‘I was so sincere . . . I was so annoying’

Dominique McMullan is challenging herself to do something different every week: this week, she goes to a creative writing class

Once a week I will put down my phone, pick up a pencil (remember those?) and add fresh pages to the pile. Photograph: Getty Images

Once a week I will put down my phone, pick up a pencil (remember those?) and add fresh pages to the pile. Photograph: Getty Images

 

This week I attended my first ever creative writing class. Hidden in the depths of journalists’ souls are dejected wannabe writers with dreams of best-selling novels. Or so I hear. There are myths and legends about the ones that make it in the real world. “You know (insert best-selling author’s name)? He used to work here; I actually sat beside him for a while. Sometimes we talked about books we’d write over Cully and Sully microwave soups.”

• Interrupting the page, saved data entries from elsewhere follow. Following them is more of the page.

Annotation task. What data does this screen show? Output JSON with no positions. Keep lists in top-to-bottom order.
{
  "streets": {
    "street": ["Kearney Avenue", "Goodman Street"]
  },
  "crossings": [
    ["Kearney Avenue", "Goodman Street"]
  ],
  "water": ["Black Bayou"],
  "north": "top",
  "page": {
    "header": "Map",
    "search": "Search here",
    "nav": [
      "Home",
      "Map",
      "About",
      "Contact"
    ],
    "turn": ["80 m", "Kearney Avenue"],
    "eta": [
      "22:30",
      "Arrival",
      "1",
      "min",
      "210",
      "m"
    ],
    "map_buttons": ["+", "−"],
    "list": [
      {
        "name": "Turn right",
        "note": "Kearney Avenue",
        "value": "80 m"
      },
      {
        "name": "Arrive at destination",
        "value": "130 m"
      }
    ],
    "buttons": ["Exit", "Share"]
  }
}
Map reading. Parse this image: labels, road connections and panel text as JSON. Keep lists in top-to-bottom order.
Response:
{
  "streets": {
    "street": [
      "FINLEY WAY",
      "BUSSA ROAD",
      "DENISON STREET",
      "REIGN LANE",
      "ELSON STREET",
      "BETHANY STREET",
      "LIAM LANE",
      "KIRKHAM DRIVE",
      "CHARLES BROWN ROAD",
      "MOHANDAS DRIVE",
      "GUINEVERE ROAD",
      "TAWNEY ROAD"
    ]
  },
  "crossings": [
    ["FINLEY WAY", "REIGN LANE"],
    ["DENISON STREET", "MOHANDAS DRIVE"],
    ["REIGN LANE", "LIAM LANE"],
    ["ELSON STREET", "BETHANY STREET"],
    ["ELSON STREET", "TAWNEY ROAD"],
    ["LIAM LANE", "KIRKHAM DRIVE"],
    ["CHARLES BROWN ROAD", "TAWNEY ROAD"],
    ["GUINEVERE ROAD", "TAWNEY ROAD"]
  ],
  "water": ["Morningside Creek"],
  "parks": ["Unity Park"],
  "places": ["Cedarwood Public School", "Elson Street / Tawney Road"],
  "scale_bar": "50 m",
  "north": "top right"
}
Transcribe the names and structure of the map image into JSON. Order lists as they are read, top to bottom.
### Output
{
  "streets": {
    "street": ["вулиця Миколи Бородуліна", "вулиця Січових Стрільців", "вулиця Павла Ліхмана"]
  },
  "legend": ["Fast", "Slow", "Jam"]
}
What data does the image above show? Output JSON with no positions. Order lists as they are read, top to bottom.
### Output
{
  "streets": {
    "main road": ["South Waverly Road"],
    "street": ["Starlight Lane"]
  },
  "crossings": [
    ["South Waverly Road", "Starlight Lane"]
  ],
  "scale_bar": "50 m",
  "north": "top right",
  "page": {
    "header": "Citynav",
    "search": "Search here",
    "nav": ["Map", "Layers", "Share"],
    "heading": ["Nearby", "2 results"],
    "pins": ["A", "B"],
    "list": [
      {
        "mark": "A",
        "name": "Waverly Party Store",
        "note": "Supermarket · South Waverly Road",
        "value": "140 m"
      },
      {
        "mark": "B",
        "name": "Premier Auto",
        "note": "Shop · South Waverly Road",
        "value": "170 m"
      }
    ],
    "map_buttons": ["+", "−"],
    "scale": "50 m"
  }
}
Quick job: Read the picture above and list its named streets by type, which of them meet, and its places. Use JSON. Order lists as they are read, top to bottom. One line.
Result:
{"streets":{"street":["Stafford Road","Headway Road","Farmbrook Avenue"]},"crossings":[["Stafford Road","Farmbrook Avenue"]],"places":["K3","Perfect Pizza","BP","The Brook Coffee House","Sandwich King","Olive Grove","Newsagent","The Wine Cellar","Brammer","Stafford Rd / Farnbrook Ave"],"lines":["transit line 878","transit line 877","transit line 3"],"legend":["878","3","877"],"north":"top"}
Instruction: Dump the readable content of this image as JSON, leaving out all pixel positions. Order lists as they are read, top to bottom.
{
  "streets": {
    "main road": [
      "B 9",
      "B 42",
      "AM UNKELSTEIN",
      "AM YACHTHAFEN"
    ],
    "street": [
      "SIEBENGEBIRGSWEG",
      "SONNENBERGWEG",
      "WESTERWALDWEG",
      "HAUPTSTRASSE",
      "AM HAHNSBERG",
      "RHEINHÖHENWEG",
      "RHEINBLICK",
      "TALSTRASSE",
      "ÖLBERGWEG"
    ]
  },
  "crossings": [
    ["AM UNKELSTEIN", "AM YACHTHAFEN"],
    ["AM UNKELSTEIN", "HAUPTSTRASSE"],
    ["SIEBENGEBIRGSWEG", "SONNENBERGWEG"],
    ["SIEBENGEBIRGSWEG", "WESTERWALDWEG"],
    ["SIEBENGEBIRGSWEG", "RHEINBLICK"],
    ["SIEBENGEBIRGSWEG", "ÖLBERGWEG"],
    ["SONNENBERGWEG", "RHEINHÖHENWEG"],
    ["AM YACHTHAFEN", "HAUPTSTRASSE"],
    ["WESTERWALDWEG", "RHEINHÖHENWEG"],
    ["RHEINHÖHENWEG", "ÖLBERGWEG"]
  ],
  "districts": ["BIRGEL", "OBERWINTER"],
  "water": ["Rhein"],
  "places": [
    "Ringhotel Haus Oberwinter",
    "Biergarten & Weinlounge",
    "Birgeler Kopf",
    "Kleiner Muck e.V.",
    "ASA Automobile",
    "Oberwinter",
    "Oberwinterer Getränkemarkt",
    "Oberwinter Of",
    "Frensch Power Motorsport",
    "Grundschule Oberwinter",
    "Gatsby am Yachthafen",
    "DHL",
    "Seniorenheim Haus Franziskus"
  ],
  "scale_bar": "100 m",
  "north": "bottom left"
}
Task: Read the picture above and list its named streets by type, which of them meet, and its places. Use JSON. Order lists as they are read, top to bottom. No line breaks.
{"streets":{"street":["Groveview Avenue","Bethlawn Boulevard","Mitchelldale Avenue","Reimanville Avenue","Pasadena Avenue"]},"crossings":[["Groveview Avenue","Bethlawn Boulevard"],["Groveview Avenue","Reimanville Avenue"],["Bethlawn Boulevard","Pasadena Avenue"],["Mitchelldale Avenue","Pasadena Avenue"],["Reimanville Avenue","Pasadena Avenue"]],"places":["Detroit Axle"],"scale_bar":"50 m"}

My course is three weeks’ long so it probably won’t be my direct path to stardom (not that I don’t enjoy the day job). My classmates include a poet, a school principal and a PhD in English literature. It’s not just journalists with tortured souls. Late at night, we meet in a brightly-lit classroom, and sit in a semi-circle on small uncomfortable plastic chairs. We wear name tags. We read excerpts from old books. We talk about what stops us from writing. Feelings come up a lot. It’s cathartic.

The professor suggests we start keeping diaries. Not the “Dear Diary, today I had a ham sandwich”, type; journals of interesting things seen or heard. Facial expressions, little chunks of conversation from the Dart. The way a leaf looks in a puddle.

I kept diaries until the age of 22. Very few leaves made an appearance, but there were plenty of Dart conversations. Those diaries are the most embarrassing things I own. I’d save them in a fire but I’d fold myself inside out if anyone read them. I was so sincere. I was so annoying.

I’m going to tell him that I love him, it doesn’t matter if he doesn’t feel the same after a week

Every second page is a declaration of love (“It’s real this time, when you know you just know”). I was very brave (“I’m going to tell him that I love him, it doesn’t matter if he doesn’t feel the same after a week”). I was very stupid (“I’ve decided money doesn’t actually matter to me”). I wish I was still like that.

Imagine how many pages are gathering dust in homes around Ireland. All those feelings growing old and yellow. My classmates and I will continue to meet once the course is over. Once a week I will put down my phone, pick up a pencil (remember those?) and add fresh pages to the pile. I’m actually quite looking forward to the uncomfortable chairs and chats about feelings.